Did the insurgency in Iraq – using car bombs, IEDs, assassinations, etc. have results? Well, the United States left under circumstances that certainly were not the result of complete capitulation of the enemy; and today we have radicals who have taken control of some significant territory in Iraq (at least for the mean time). Surely those outcomes are related to the use of violence.

You should also realize the subtext of your question: “Using [tactic A] has not brought about total victory. What’s the point?” One could also say, “The use of elections in the United States has not resulted in free universal health care/elimination of any regulation on gun ownership/the protection of life from the moment of conception/the shutdown of all companies that pollute the environment in any way. What’s the point of elections?” I think it’s pretty clear that the use of violence, or elections, have produced results that may not fully embrace the ultimate goal for using violence/having elections, but the results are still relevant and significant, so there most definitely is a “point to all of this.”
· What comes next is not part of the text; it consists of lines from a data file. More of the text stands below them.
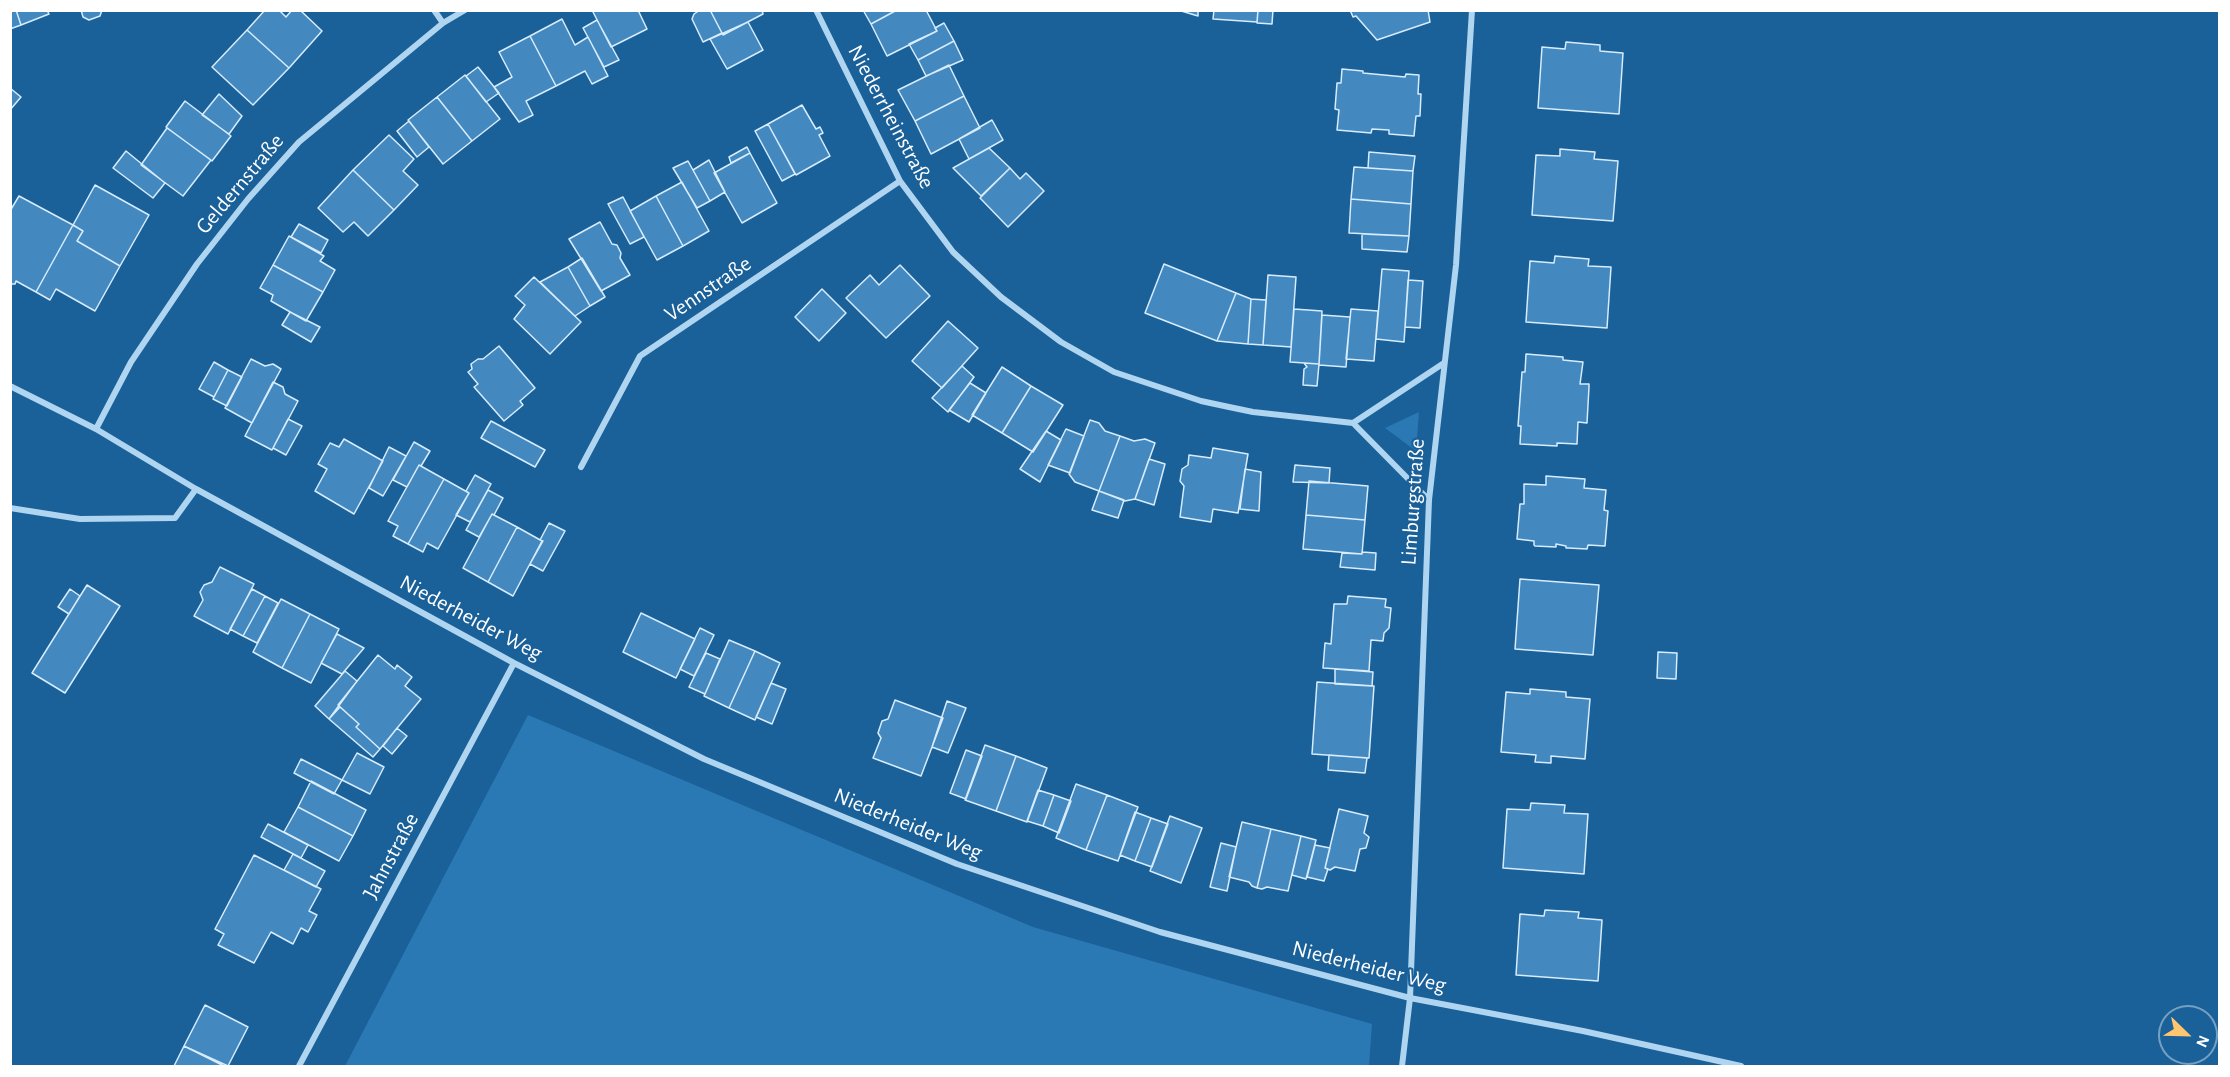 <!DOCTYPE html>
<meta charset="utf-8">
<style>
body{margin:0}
#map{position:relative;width:2230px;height:1077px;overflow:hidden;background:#1a6099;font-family:"Alegreya Sans",sans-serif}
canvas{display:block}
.frame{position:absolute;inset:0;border:12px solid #fff;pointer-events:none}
.north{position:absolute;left:2158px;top:1005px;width:60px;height:60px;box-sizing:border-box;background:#1a6099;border:2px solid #76a0c2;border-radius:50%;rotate:113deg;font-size:16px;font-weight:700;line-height:24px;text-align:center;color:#fff}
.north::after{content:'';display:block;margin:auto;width:21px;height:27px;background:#ffc56f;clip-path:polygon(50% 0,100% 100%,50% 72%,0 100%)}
</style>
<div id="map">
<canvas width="2230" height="1077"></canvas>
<div class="frame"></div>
<div class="north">N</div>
</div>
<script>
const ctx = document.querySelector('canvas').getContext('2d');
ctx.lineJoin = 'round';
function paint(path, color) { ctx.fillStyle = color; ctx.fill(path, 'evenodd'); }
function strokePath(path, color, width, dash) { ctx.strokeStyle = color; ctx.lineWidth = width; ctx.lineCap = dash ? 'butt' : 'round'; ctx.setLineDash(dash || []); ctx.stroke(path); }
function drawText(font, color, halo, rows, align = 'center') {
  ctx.font = font + ' "Alegreya Sans",sans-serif'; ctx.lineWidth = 4.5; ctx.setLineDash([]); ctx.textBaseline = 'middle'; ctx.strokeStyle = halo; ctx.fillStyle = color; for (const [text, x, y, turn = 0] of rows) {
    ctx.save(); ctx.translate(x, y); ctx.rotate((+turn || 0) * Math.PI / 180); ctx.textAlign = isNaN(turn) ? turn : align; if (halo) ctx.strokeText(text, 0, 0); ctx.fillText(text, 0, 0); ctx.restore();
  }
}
paint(new Path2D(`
 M1419,412L1416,451L1385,428Z
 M528,715L1033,927L1372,1024L1369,1066H345Z`), '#2a79b5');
const building = new Path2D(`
 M10,10H16L21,25L10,29Z
 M16,10H47L49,14L21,25Z
 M81,10H102L100,16L89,20L83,17Z
 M265,10H279L286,17L292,10H300L322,31L289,68L247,30Z
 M592,10H638L647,29L611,47Z
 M700,10H710L722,33L703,42L692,19L694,14Z
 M710,10H762L763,14L723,35Z
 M863,10H897L871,24Z
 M897,10H926L937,31L887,56L871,24Z
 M1178,10H1198V16Z
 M1214,10H1258L1257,22L1213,19Z
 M1258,10H1273L1272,24L1257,23Z
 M1350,10H1428L1430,22L1377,40L1356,16L1353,17Z
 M562,19L575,45L588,37L608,76L592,84L585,71L556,86L530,36Z
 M597,20L619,60L604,67L583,28Z
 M748,22L763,50L727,69L710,39Z
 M944,23L954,41L918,60L909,44L937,31L935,28Z
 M247,30L289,68L253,105L212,67Z
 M530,36L556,86L526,101L533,115L519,122L494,87L512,77L499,52Z
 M954,41L963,60L926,76L918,60Z
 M1566,42L1600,45V51L1623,53L1619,114L1538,108L1542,47L1565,49Z
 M949,65L964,96L915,121L898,90Z
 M478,67L499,93L486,102L466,76Z
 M1342,69L1363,71V73L1405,77L1406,74L1419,75L1418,94H1421L1420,116H1416L1414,136L1389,134V130L1372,129L1371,133L1337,130L1339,110L1335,109L1337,83H1341Z
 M465,75L500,119L472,141L437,97Z
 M10,88L21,97L10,110Z
 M219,94L242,116L229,134L202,115Z
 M964,96L980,128L931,154L915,121Z
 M437,97L472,141L443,164L408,120Z
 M185,101L231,136L212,161L166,127Z
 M802,105L816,129L820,127L823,133L819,135L830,156L796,175L768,124Z
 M992,120L1003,140L969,159L959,139Z
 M409,121L429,147L417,157L397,131Z
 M768,124L795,174L782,181L755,131Z
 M167,128L211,160L183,196L141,165Z
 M389,135L414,159L403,171L418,185L394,210L353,170Z
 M747,147L750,153L731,163L729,157Z
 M989,148L1010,168L981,196L953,168Z
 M1560,149L1595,152L1594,159L1618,161L1613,221L1532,215L1536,155L1560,156Z
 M126,151L165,183L153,198L113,168Z
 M1369,152L1415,156L1413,171L1368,168Z
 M750,153L777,203L742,223L714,173Z
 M709,160L725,192L710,201L693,170Z
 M688,161L710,201L697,208L673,168Z
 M1354,167L1413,171L1411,204L1351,199Z
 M1010,168L1020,179L1026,173L1044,191L1008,227L980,198Z
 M353,170L394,210L368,236L354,222L343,232L318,208Z
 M682,182L709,231L683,246L656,196Z
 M95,185L149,215L120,266L77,241L83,231L73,225Z
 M19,196L73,225L36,292L16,281L15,284H10V211Z
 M656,196L683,246L657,260L630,211Z
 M623,197L644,237L630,244L608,204Z
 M1351,199L1411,204L1409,236L1349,233Z
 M600,222L612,244L617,245L621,253L620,258L630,275L601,291L569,239Z
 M299,224L328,240L321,253L291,237Z
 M73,225L83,231L77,241L120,266L95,311L56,289L50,300L36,292Z
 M1362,234L1409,236L1407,252L1362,249Z
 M289,236L324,256L320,261L335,270L323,292L273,265Z
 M1555,256L1589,259L1588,266L1611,267L1607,328L1526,322L1530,261L1554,263Z
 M582,258L605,297L590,306L568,267Z
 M1164,264L1236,293L1217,341L1145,313Z
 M273,265L323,292L306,321L271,301L273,295L260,288Z
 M900,265L930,296L886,338L846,298L870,275L879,285Z
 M568,267L590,306L575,316L540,282Z
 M1382,269L1409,271L1404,342L1376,339Z
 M1268,275L1296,277L1291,347L1263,345Z
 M534,277L581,322L550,354L514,319L525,305L515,296Z
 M1408,280L1423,281L1420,328L1405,327Z
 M822,289L846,313L819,341L795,317Z
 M1236,293L1251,299L1248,344L1217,341Z
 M1251,299L1266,300L1263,345L1248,344Z
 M1294,309L1322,311L1319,364L1290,362Z
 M1351,309L1378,311L1374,361L1346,359Z
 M290,312L320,327L311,342L282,325Z
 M1322,315L1350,317L1346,367L1319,365Z
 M948,321L978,348L942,388L912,361Z
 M499,346L535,388L520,401L523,405L504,421L474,387L478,384L468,372L472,369L471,364L478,359H483Z
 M1526,354L1563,357V360L1583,362L1580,384H1589V387L1587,423L1578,422L1577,444L1557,443V446L1520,444L1521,426H1518L1522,372H1525Z
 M251,359L265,366L273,364L281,369L252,423L225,408Z
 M214,362L228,370L214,397L199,389Z
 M1304,363L1319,364L1317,386L1303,385L1304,369L1307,367Z
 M962,366L974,377L948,412L932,398Z
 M1002,367L1031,386L1002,433L972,415Z
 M228,370L242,377L227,406L213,399Z
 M273,382L283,387L285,394L298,401L272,450L245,436Z
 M970,383L986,393L969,422L949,410Z
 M1031,386L1063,405L1033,452L1002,433Z
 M288,419L302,426L286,455L273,448Z
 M1090,420L1099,423L1105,431L1120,436L1099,491L1075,482L1069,474Z
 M491,421L545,450L535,467L481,438Z
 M1066,429L1084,436L1070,473L1048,465Z
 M1046,431L1061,440L1040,482L1020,469Z
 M1120,436L1134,441L1145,439L1155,443L1135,499L1125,501L1099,491Z
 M344,439L383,461L354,514L315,491L327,469L318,464L330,443L339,447Z
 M414,442L430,451L421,466L419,465L407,487L393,480Z
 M389,447L406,456L383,496L369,488Z
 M1213,448L1248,454L1238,513L1213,509L1211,522L1180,517L1184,486L1180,481L1182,469L1188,465L1189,455L1211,458Z
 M1149,459L1165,464L1154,505L1135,499Z
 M419,465L444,479L408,544L393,536L398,526L388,521Z
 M1295,465L1330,468L1329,483L1293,482Z
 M1245,469L1261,472L1259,511L1240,509Z
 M475,475L491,484L470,522L456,515L469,493L466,491Z
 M1546,476L1585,479L1584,488L1606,490L1604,510L1608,511L1605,546L1588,545L1587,549L1568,548H1566V546L1556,544V547L1535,546L1534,545V541L1517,539L1520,504H1524V484L1546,485Z
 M444,479L469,493L438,549L427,543L423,552L408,544Z
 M1309,481L1368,486L1365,520L1306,515Z
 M488,490L503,498L494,515L492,514L479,537L466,530Z
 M1099,491L1124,500L1118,518L1092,510Z
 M492,514L517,527L488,582L463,568Z
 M1306,515L1365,520L1362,554L1303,549Z
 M549,523L565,531L543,571L530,564L543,541L540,540Z
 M517,527L542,541L513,596L488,582Z
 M1362,552L1376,553L1375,570L1340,567L1342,553L1362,554Z
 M220,567L254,584L228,634L194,616L203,600L200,592L204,585L212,582Z
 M1520,579L1599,585L1593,655L1515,649Z
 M87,585L120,606L65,693L32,673Z
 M70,589L80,596L69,614L58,607Z
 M252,589L265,596L243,636L230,629Z
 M265,596L278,603L257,643L243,636Z
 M1348,596L1386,599L1385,607L1391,608L1389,628L1384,633L1383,641L1371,640L1369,671L1323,668L1325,643L1331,644L1334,604H1347Z
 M281,599L310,614L282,668L253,652Z
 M641,613L695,639L676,678L623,652Z
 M310,614L339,629L311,683L282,668Z
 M700,628L714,635L694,676L680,669Z
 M337,634L364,648L342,674L321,663Z
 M729,640L755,651L729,708L704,696Z
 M755,651L780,663L755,720L729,708Z
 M1658,652L1677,653L1676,679L1657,678Z
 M706,653L720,659L705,694L689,687Z
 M378,655L395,669L397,665L412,677L405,686L421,699L380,749L356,727L359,724L338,705Z
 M1335,669L1373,672L1372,686L1335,684Z
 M345,671L357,681L329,719L315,706Z
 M1317,682L1374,686L1369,758L1312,754Z
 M771,683L786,689L772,724L756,717Z
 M1530,689L1566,692V697L1590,699L1585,759L1551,756V763L1535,762L1536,755L1501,752L1506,692L1530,694Z
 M895,700L943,718L921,776L873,758L881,738L878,733L882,721L888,719Z
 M947,701L966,708L948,753L932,747Z
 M340,707L359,724L356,727L380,749L373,757L329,719Z
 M397,728L407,736L392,754L383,746Z
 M985,745L1016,756L996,811L965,800Z
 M966,750L982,756L966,799L950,793Z
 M357,753L384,767L370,794L342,780Z
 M1329,755L1367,758L1365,773L1328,770Z
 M1016,756L1047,768L1027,822L996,811Z
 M301,759L342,780L334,794L294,773Z
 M311,781L366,810L353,836L298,807Z
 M1076,784L1107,795L1086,850L1056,838Z
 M1038,790L1054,795L1043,826L1027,821Z
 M1054,795L1071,801L1059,833L1043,826Z
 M1107,795L1138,807L1118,861L1086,850Z
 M1531,803L1565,805L1564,813L1588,814L1584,874L1503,868L1507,809L1530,810Z
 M298,807L353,836L339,861L284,832Z
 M1339,809L1368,816L1364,833L1369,837L1366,848L1360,849L1355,871L1335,867L1330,870L1325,868Z
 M1135,812L1151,818L1135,861L1120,855Z
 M1170,816L1202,828L1181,883L1150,871Z
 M1151,818L1168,824L1152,867L1135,861Z
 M1242,822L1271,829L1257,888L1252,886L1249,882L1229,877Z
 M268,824L308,845L301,858L261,837Z
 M1271,829L1301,836L1288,891L1267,887L1262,889L1257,888Z
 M1301,836L1316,840L1306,879L1292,875Z
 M1221,843L1236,847L1227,891L1210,887Z
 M1315,845L1330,848L1325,868L1328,869L1324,881L1307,877Z
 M293,854L325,871L316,887L284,870Z
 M254,855L321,889L309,911L317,915L308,932L301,928L293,944L271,932L254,963L218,945L224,934L215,929Z
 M1545,910L1579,912L1578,918L1602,920L1598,981L1516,975L1520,914L1544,916Z
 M205,1005L248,1027L228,1066L184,1046Z
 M184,1046L222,1065L221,1066H174Z`);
paint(building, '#4389c0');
strokePath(building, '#d7ecfc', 1.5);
strokePath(new Path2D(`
 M434,10L443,23
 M816,10L900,181L953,252L1001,297L1061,342L1114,372L1201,401L1229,407L1253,412L1353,423L1429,500
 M10,386L96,429L196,489L514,663L704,759L957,864L1160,932L1410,998L1583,1031L1741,1066
 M1353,423L1444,363
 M96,429L131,362L197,264L248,199L299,142L443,23L465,10
 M581,467L640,356L900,181
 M10,508L80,519L175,518L196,489
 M299,1066L514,663
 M1402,1066L1410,998L1429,500L1456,265L1472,10`), '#afd5f1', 6);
drawText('22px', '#fff', '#1a6099', [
 ["Niederrheinstraße",891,117,62],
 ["Geldernstraße",240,184,-50],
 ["Vennstraße",708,289,-34],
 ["Limburgstraße",1413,502,-86],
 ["Niederheider Weg",471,618,28],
 ["Niederheider Weg",908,824,22],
 ["Jahnstraße",391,856,-62],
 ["Niederheider Weg",1369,967,14]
]);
</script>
Yup, the Beirut bombing convinced bin Laden that the US was a paper tiger that could be terrorized into leaving the region. http://www.deseretnews.com/article/515039782/1983-Beirut-bomb-began-era-of-terror.html?pg=all

So you have a tactic that has proven successful in the past being used by people who only really have one tool in their kit. If you only have a hammer, every problem looks like a nail, so they say.

As for tall building in Baghdad, you can bet that the owners of such buildings are aware of the threat and it is not easy to get a vehicle next to the old Sheraton or the Palestinian Hotel. Those areas are hardened and well protected.

I imagine too a lot of modern cars are unibody construction, so that would tend to focus explosive power more along the front/back and up/down than outward to the sides, if the explosive is concealed inside the vehicle trunk. The blast wave would have to be strong enough to tear the metal body apart. Trunk lids, doors etc would more easily fly off, so likely a back seat bomb would be more of a danger. At least, any sidewalls would also contain the attempt to use shrapnel around the bomb.

OTOH, make it big enough and you can do a lot of damage.

That’s an interesting point, though isn’t explosive power increased/made more efficient by detonating it inside a strong but ultimately destructive container? I’m not explaining that well but hopefully someone knows what I mean.